D’un côté, il y a les grands principes, comme ceux de la Recherche et de l’Innovation Responsable (RRI)6, des chartes nationales et internationales, des recommandations pour renforcer la relation sciences-société… De l’autre, il y a la réalité de la recherche. Entre les deux, c’est un abîme ! Pour respecter à la lettre certains textes de cadrage, il faudrait consulter tous les acteurs concernés par une innovation, faire une analyse d’impact… C’est totalement irréaliste ! Où sont les dispositifs pour les appliquer ? Il n’y en a pas. Prenez un groupe de chercheurs qui travaillent en biologie moléculaire des plantes pour faire des modifications génétiques ayant un potentiel agronomique. Rien n’est prévu pour les inciter à consulter les syndicats paysans suisses, les associations de consommateurs ou l’Office fédéral de l’agriculture afin d’inventer des manières originales de collaborer sur la question des résistances aux ravageurs ou aux pesticides, par exemple. Et pourtant, c’est ce qu’il faudrait faire ! Faute de quoi nous assistons à une crispation qui dure depuis plus de vingt ans en Suisse en matière de transgenèse végétale. J’aime bien citer l’exemple du forum des acteurs publics de la recherche sur le génie génétique des plantes, que mon équipe avait organisé en 2003 à l’université de Lausanne ; c’était la première fois que tous ces gens se retrouvaient une journée dans une même salle pour échanger et parfois se dire des choses désagréables7. Quel déficit en matière de dialogue et de créativité !

Et puis il y a aussi des chercheurs qui créent des plateformes interdisciplinaires de débat au-delà de leurs institutions, comme le fait l’Atécopol8 à Toulouse…
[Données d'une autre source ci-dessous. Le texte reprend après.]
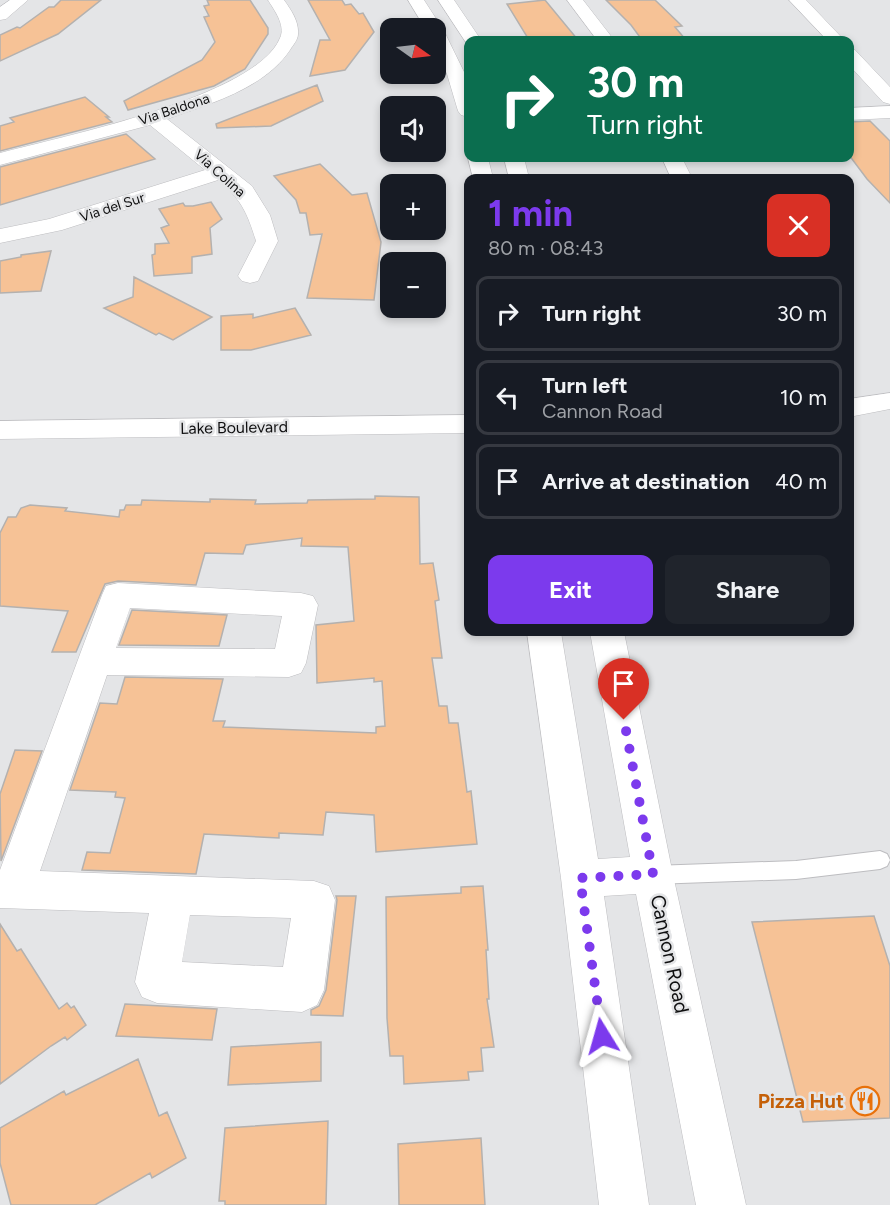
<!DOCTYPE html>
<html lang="en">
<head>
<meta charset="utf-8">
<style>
  :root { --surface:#171b24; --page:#20242c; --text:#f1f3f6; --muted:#9ea1a6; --line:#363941; --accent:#7c3aed }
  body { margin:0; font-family:Figtree,sans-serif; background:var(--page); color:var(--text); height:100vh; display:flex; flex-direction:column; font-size:22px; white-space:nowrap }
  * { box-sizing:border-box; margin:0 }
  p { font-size:20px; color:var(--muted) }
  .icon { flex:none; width:33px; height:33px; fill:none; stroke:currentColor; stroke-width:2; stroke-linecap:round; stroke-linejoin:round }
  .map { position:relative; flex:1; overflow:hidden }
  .side { position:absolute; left:464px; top:174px; width:390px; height:462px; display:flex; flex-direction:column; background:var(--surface); border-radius:12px; box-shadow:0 3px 9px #0003 }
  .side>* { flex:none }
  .hud { position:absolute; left:464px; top:36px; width:390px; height:126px; border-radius:12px; box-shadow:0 3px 9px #0003; background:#0b6e4f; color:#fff; overflow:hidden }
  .needle { width:39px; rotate:104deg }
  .fabs { position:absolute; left:380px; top:18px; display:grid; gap:12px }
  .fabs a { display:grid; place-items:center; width:66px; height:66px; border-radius:12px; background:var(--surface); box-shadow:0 3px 9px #0003; font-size:30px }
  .pin { position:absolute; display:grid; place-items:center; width:51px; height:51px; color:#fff; margin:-62px -26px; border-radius:50% 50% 50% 0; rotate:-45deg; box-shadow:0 0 6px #0007 }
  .pin .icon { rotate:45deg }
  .me { position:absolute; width:66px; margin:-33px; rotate:352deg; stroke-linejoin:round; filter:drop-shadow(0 0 4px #0008) }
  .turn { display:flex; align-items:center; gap:21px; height:126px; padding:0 24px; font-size:27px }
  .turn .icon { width:78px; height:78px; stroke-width:2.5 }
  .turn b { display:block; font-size:42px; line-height:51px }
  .round { display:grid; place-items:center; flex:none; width:63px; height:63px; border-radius:12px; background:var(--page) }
  .overview { display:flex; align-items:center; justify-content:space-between; height:102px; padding:0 24px }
  h1 { font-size:36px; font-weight:700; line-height:45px; color:var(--accent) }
  .button { display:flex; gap:12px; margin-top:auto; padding:12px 24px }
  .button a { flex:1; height:69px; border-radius:12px; background:var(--accent); color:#fff; font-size:24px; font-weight:700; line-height:69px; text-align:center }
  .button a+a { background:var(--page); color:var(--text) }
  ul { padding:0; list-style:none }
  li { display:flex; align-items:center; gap:18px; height:75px; margin:0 12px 9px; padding:0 12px; border:3px solid var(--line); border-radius:12px }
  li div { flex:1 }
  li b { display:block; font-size:22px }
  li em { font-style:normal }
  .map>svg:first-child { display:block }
  .building { fill:#f6c296; stroke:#b4b1af; stroke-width:1.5 }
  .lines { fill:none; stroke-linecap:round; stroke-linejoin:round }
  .service-casing { stroke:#bdbdc0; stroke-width:2 }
  .minor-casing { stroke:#bdbdc0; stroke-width:1 }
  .tertiary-casing { stroke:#bdbdc0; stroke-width:1 }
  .secondary-casing { stroke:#bdbdc0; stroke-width:1 }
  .service { fill:#fff; fill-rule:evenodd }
  .minor { fill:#fff; fill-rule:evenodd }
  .tertiary { fill:#fff; fill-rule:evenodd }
  .secondary { fill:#fff; fill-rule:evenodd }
  .route { stroke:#7c3aed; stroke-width:10; stroke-dasharray:0 18 }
  .labels { text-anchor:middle; stroke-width:5; stroke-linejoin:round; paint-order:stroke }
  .far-street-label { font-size:14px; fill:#0f0f10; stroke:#e4e5e7 }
  .street-label { font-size:16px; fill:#0f0f10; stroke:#e4e5e7 }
  .near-street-label { font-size:20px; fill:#0f0f10; stroke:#e4e5e7 }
  .near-food-label { font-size:20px; font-weight:bold; fill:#c56008; stroke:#e4e5e7; text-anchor:end }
</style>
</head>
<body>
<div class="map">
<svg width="890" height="1205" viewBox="0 0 890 1205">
  <rect width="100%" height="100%" fill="#e4e5e7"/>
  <path class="building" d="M61,0H101L58,34L0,61V35L17,27L20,28L49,7H54Z
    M207,0H250L268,28V34L245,69L214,86L128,110L124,101L202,60L215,42L204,17L209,16L204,6L209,5Z
    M308,0H342L345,5L351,4L359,14L363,13L374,32L345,70L310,76L320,40H330Z
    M545,0L578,40H529L507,4Z
    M606,0H655L682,26L675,27L686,40H642L631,25Z
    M317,85L323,101L271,126L217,128L216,124Z
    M85,97L109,117H106L112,122L0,151V126L14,122L10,118Z
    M870,121L890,141V203L867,179L849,155V122Z
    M126,134L155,159L0,205V167Z
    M320,164L352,195L367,193L381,242L374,300L307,298L322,234L310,235L306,213H300L296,200L274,176Z
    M211,202L222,219L210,228L212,254L192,257V273L154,276L152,255L155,254V244L169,243L161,228L169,225L159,209L183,203L185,206H193Z
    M51,251L41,291L0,293V261L21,257V255Z
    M134,277L212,317L173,340L159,333L156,335L104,308L133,297Z
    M295,308L311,335L251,350H221V316L253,314V318Z
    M375,496L419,497L420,564L433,563L439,600L435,601L442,658H432L439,706H447L449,723H458L467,792L471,791L477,844L376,852L374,815L326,812L323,835L279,833V838L204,834L196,874L82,870L87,852L110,853L125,798L115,797L116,792L70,790L100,703L117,704L125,677L223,679L213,721H225L223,727L376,733V727L385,726L382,681L374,682V678L317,683L316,625L354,621L348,547L301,546L302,538L246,545L243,554L205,553L196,585L118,581L105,584L76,652H52L68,611L0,606V533L8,517H16L21,508L30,505L67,508L65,511L119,517L120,510H124L126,505H141L142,500L210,502V499L256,500L255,504L307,503L308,500L375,499Z
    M132,610L227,615L219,646L119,645Z
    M15,750L42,751L1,861L0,794Z
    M483,886L488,950H486L489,999H487L494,1047L481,1048L483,1071L468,1072L469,1080L404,1084L403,1056H390L387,1018L386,897L461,893V887Z
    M336,896H356L343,1016L311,1015V1010L319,1006L326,990L337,900Z
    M874,916L890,966V1118L803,1122L752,922Z
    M0,924L17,951L21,949L59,1009L67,1003L71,1008L74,1006L86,1025L67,1040L65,1037L51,1046L0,1084Z
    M125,1004L217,1009L212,1040L116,1036Z
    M321,1042V1081L228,1085L231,1047Z
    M138,1059L159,1116L167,1112L186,1158L152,1178L150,1173L95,1205H11L0,1163V1128L64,1091L66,1095Z
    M328,1121L326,1205H225V1201H219L225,1128Z
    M481,1138L485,1205H399L398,1144Z"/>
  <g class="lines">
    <g class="service-casing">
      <path id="service" d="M880,851L887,854L890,860L887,866L880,869L796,879L653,884L646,882L643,875L646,868L653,866L796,861Z"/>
    </g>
    <g class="minor-casing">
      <path id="minor" d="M10,0H28L6,19L0,20V7Z
        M268,0H284C291,10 299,21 298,34C298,40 293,45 290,50C264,89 209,104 167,119L252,186L270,215L278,241L258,281L250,283L242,281L238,276L256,241C247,212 241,199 218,180L62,230L0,243V229L49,219L205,170L150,125L0,165V153C60,137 256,97 280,38C286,25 274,10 268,0Z
        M567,0H583L614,40H597Z
        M789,0H806L844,40H827Z
        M849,49L855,50L890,87V104L883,102L849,65Z
        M890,106V118L849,120V108Z
        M662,158H682L692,178H671Z
        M118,583L301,593L313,596L318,605L306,663L301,673L289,677L107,675L40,871L314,881L329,886L335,900L324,990L317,1005L302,1012L157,1003L142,997L135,982L149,913L0,908V870L102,595L106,586ZM130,608L282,616L275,649L116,648ZM190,915L291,918L283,967L182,962Z"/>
    </g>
    <g class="tertiary-casing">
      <path id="tertiary" d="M468,415V433L0,439V421Z"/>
    </g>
    <g class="secondary-casing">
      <path id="secondary" d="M408,0H424L444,31L465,74L468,82V117L461,115L458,111L447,74L435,49V28H425Z
        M438,0H454L481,40H468L467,44Z
        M468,158H488L493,178H473Z
        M504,158H524L529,178H509Z
        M890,393V409L849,417V399Z
        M527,632H561L598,859L630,857L590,632H624L673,875L746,1205H696L636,894L604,896L649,1205H599L561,878Z"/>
    </g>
    <use href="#service" class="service"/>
    <use href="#minor" class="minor"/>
    <use href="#tertiary" class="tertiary"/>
    <use href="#secondary" class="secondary"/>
  </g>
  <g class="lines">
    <path class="route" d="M602,1036L580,878L653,874L624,720"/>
  </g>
  <defs>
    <g id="restaurant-ring" transform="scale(1.5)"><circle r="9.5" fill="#e4e5e7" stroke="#e8710a" stroke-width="1.5"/><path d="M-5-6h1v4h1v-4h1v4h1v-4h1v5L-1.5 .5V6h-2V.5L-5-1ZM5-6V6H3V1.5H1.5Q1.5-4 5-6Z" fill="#e8710a"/></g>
  </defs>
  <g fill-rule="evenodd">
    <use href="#restaurant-ring" x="865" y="1101"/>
  </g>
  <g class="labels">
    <g class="far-street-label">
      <text transform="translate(174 109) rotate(-18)" y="5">Via Baldona</text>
      <text transform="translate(220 173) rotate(42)" y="5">Via Colina</text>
      <text transform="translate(112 207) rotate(-18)" y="5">Via del Sur</text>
    </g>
    <g class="street-label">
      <text transform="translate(234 427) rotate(-1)" y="6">Lake Boulevard</text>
    </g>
    <g class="near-street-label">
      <text transform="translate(670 954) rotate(78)" y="7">Cannon Road</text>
    </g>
    <g class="near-food-label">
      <text x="844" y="1108">Pizza Hut</text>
    </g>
  </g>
</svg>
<div class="fabs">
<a><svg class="needle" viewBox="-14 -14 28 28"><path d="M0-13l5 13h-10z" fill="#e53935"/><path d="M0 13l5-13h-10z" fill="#9ea1a6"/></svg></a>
<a><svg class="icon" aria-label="sound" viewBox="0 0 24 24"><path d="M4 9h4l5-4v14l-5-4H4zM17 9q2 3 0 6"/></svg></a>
<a>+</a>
<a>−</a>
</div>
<div class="pin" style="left:624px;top:720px;background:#d93025"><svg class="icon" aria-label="arrive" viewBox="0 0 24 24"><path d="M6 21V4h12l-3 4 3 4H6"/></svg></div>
<svg class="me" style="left:602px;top:1036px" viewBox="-20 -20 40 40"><path d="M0-17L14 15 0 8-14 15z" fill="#7c3aed" stroke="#fff" stroke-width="4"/></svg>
<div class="hud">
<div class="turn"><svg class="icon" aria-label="right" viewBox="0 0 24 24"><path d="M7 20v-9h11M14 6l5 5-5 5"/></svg><div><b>30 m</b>Turn right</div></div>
</div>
<section class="side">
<div class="overview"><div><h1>1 min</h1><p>80 m · 08:43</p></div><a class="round" style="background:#d93025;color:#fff"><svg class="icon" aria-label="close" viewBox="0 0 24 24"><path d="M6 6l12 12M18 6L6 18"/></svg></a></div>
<ul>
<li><svg class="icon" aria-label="right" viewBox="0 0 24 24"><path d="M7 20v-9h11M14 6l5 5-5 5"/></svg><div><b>Turn right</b></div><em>30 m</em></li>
<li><svg class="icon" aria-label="left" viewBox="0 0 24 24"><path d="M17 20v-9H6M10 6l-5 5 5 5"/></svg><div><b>Turn left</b><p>Cannon Road</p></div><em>10 m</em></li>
<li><svg class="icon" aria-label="arrive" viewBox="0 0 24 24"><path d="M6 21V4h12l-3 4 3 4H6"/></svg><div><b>Arrive at destination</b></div><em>40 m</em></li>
</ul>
<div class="button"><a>Exit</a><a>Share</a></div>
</section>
</div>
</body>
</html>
De tels espaces sont importants pour réfléchir à ce qu’est un chercheur engagé et partager des méthodologies, de nouvelles manières de « faire communs » entre professionnels de la recherche et « cochercheurs ». Il s’agit donc de multiplier des lieux tiers dans lesquels les identités professionnelles et disciplinaires peuvent se mélanger et s’hybrider pour affronter les grands défis et les urgences qui sont devant nous. Pour développer des formes de « low-tech », concevoir et disséminer sur les territoires des réseaux de capteurs pour analyser la qualité de l’air, de l’eau et des sols, renforcer des cultures numériques partagées, développer une culture de l’enquête sociale dans les communes et les quartiers, etc. Sur toutes ces questions, les compétences et les infrastructures apportées par le monde de la recherche sont précieuses et indispensables !

  1. Habiter le trouble avec Donna Haraway, éditions Dehors, 2019. Textes réunis et présentés par Florence Caeymaex, Vinciane Despret et Julien Pieron.
  2. La science ouverte désigne la diffusion sans entrave des résultats, des méthodes et des produits de la recherche ; un libre accès gratuit, donc, aux publications, archives, données, etc.
  3. Le tiers-secteur de la recherche désigne les activités de production de savoirs de la société civile (associations, syndicats, collectivités territoriales, etc.).
  4. http://www.alliss.org.
  5. Bensaude-Vincent B., « Comment sortir du piège de la flèche du temps ? », Revue française d’éthique appliquée, n° 2, 2016/2, p. 90-98. DOI : 10.3917/rfeap.002.0090. URL : https://www.cairn.info/revue-francaise-d-ethique-appliquee-2016-2-page-90.htm .
  6. La RRI est un cadre normatif établi par la Commission européenne pour impliquer la société civile le plus en amont possible des travaux de recherche.
  7. Kaufmann A., Audétat M., Bordogna Petriccione B., Joseph C., November A. et Perret H., « The Future of Plant Biotechnology in Switzerland, Forum with researchers, experts and public actors, University of Lausanne, November 2003 », Cahiers du Réseau Interdisciplinaire Biosécurité (RIBios) n° 7, 62 pages, IUED de Genève, 2005.